### Problem details
Go through the entries below and copy every line that holds the word "Sierra".

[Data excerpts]
━━━

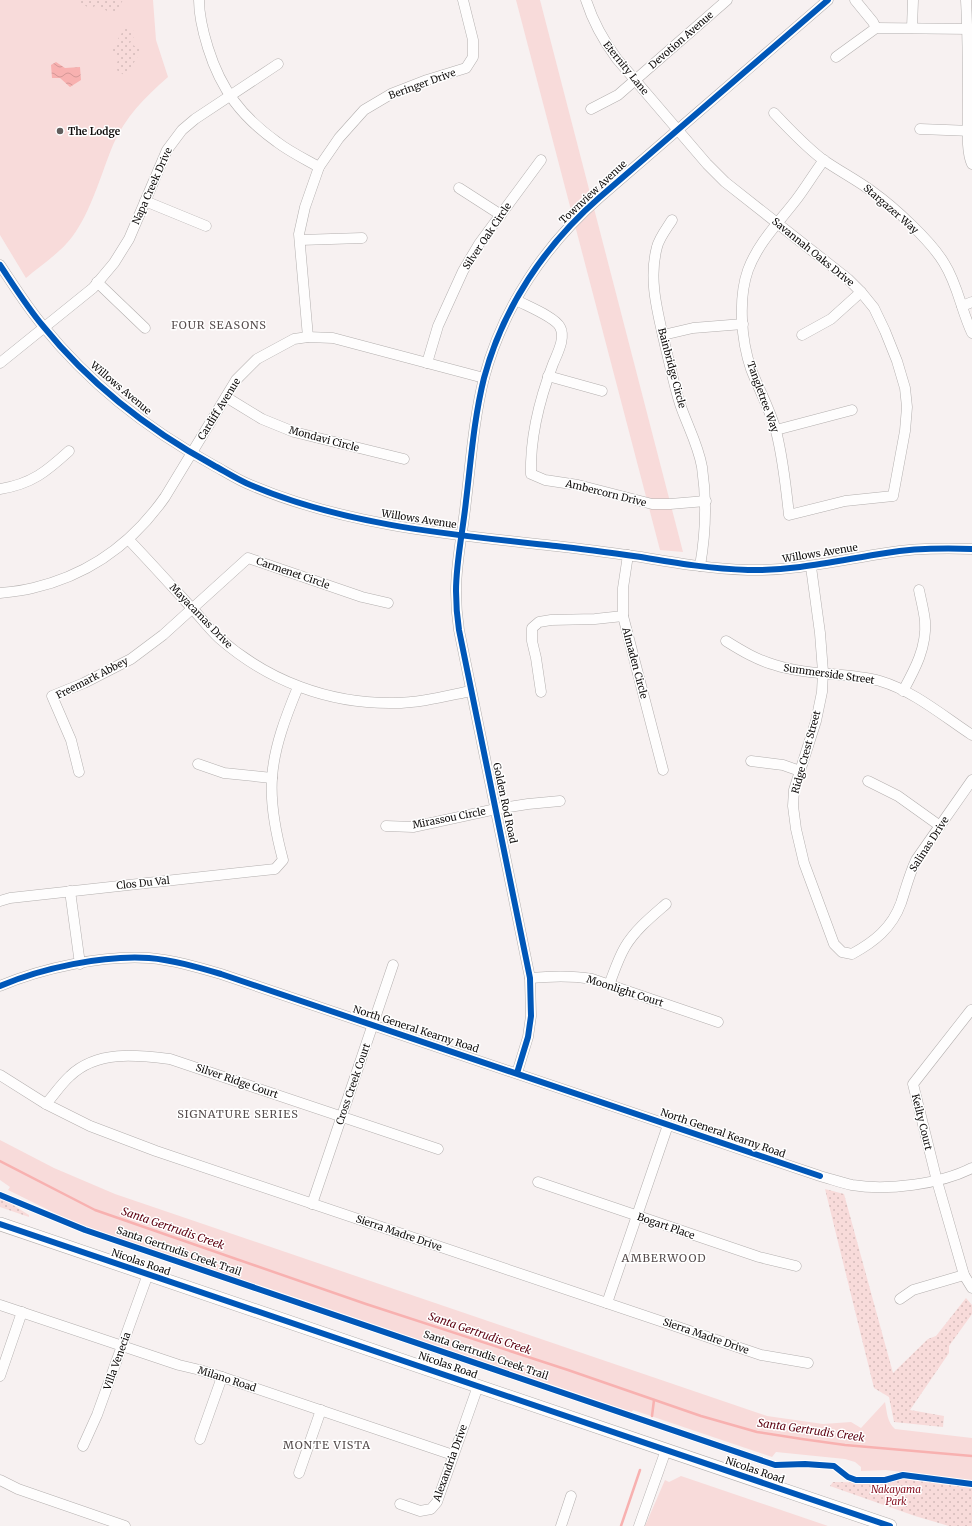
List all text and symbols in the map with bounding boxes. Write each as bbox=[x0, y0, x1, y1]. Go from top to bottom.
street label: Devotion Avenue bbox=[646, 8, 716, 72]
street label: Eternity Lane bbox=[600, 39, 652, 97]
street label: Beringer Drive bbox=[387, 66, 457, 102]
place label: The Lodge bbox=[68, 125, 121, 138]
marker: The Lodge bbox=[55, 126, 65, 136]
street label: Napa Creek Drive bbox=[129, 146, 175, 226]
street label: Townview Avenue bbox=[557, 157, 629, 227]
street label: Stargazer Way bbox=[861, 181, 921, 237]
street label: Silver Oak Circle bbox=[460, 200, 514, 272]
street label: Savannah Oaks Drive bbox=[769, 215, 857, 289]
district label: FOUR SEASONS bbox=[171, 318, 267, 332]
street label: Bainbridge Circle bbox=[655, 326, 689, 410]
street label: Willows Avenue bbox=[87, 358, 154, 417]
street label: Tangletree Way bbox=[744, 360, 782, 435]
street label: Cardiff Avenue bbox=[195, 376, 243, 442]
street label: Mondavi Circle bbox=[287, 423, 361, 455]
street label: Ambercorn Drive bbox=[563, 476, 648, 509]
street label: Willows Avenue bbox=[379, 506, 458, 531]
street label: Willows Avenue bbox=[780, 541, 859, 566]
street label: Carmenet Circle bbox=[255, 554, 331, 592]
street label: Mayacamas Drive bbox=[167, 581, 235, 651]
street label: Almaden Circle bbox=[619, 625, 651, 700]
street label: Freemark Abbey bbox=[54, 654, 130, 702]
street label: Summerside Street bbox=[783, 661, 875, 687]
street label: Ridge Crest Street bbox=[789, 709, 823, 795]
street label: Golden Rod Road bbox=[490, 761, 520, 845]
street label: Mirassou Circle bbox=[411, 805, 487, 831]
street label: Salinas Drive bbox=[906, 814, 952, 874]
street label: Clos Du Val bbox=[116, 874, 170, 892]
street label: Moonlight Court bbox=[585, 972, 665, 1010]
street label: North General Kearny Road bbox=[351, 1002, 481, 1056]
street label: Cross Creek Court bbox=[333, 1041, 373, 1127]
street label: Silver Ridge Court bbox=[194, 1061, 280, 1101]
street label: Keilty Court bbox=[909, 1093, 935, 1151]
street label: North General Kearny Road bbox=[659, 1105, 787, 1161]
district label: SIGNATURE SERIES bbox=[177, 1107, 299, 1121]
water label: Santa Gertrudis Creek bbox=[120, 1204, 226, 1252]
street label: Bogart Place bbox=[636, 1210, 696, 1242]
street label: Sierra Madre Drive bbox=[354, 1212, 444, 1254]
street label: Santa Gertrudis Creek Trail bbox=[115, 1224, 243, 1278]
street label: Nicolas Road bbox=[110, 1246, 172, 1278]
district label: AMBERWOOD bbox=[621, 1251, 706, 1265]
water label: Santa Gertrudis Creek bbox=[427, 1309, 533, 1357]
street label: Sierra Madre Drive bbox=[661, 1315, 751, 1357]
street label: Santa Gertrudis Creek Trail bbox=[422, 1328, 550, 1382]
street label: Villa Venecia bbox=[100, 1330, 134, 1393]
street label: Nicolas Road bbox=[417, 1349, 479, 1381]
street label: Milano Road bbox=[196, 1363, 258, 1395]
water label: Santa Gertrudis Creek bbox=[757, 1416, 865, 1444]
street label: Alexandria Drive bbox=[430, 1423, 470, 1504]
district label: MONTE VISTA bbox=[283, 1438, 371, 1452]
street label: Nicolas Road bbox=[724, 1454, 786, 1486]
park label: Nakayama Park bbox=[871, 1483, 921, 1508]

━━━

### Exercise response
street label: Sierra Madre Drive bbox=[354, 1212, 444, 1254]
street label: Sierra Madre Drive bbox=[661, 1315, 751, 1357]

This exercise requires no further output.